Folha de S. Paulo


editorial

Pílula reprovada

A medicina avançou nas últimas décadas até o ponto de tornar tratáveis várias formas de câncer. Outros tumores continuam refratários às terapias conhecidas, o que muitas vezes leva seus portadores a buscar todo tipo de tratamento, mesmo quando não se conta com validação científica.

Nesse campo de aflição surgiu a fosfoetanolamina, que ganhou o epíteto de "pílula do câncer" —e, agora, infelizmente, ingressa no rol dos compostos que falharam em testes de laboratório.

Peculiar, no caso, foi o caminho percorrido.
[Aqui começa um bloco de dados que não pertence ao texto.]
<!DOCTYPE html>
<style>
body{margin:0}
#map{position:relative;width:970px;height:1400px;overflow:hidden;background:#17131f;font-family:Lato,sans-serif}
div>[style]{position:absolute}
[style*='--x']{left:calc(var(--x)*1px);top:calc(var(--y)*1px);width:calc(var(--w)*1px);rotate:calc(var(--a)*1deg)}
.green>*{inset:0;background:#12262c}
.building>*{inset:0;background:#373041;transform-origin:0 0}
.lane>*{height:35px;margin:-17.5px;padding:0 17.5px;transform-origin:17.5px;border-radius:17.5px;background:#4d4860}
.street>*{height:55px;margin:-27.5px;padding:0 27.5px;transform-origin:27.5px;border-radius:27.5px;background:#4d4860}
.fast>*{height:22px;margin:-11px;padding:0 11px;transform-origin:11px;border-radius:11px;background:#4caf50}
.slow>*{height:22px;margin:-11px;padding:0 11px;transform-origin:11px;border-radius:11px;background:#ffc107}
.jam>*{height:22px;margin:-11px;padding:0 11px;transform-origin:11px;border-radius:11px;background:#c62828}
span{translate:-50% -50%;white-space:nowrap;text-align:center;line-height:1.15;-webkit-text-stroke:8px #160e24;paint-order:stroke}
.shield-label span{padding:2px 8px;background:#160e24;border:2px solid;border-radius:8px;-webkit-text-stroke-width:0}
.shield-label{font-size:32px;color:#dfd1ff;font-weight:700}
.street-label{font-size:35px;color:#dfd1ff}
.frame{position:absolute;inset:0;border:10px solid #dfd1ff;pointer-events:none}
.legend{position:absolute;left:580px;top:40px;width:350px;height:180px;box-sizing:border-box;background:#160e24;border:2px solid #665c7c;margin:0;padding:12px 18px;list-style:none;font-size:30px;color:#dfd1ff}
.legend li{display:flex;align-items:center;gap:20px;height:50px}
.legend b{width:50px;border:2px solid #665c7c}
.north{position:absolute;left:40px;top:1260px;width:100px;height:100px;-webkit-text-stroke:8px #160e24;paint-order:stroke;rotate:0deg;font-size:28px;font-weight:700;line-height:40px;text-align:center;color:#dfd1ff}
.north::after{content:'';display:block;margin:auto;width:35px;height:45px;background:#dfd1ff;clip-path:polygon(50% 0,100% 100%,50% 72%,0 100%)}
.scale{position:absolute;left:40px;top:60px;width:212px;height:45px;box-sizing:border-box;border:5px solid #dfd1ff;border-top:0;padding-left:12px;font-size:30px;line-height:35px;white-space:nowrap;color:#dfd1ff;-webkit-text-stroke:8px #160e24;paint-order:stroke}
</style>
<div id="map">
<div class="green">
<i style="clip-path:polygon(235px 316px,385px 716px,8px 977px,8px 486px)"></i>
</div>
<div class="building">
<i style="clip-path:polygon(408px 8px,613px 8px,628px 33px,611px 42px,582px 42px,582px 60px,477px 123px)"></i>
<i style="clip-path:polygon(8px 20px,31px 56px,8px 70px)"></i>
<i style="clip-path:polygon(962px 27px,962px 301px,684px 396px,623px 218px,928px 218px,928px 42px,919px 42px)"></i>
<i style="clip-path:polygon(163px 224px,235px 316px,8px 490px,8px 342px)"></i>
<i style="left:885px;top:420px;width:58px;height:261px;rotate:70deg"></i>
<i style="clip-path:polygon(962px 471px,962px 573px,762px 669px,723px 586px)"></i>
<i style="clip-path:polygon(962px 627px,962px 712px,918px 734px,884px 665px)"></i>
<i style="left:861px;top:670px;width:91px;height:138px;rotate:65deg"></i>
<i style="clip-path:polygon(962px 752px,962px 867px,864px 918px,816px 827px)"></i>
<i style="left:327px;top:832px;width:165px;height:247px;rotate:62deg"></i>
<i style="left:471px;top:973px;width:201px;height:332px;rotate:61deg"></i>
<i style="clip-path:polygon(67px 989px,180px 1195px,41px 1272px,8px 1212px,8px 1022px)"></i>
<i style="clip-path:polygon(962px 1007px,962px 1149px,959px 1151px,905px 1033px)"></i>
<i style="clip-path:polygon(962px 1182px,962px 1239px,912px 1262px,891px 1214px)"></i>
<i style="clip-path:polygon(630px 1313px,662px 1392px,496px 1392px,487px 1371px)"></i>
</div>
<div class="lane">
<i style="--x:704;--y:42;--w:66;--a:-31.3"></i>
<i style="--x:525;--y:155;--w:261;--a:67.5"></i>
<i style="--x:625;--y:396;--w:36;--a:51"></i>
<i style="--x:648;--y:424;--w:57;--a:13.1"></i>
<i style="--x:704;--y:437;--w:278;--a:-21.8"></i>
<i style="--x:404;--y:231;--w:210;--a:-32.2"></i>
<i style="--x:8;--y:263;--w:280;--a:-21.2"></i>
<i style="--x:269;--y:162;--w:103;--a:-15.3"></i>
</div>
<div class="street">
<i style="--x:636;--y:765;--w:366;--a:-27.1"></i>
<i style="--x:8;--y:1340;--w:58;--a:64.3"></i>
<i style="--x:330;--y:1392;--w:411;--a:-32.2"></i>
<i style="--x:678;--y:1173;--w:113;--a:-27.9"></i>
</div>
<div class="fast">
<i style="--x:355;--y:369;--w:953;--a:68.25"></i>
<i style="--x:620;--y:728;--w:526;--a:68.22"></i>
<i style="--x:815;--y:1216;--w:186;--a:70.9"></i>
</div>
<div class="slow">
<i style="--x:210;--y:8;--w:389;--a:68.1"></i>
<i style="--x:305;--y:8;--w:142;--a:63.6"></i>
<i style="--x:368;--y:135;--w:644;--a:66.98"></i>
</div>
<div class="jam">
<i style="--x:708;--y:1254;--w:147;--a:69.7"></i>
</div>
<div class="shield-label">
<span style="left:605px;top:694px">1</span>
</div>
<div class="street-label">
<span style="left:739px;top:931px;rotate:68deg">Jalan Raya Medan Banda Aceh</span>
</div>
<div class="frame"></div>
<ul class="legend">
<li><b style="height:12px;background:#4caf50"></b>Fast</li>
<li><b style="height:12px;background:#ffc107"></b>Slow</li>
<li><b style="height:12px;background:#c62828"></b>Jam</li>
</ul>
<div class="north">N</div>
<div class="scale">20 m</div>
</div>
Por duas décadas um químico da USP fabricou a pílula e a distribuiu a pacientes, sem licença da Agência Nacional de Vigilância Sanitária (Anvisa).

Nesse período, relatos de melhoras de quadros clínicos alimentaram as esperanças dos doentes. Interrompida a distribuição da substância, após a aposentadoria do docente, muitos deles obtiveram na Justiça decisões obrigando a universidade paulista a retomá-la.

Por mais que a compaixão humana pareça justificar as medidas, o Judiciário coonestou de maneira perigosa a subversão de protocolos voltados a proteger os pacientes em geral. O mesmo acabaram fazendo o Congresso Nacional e os governos federal e paulista.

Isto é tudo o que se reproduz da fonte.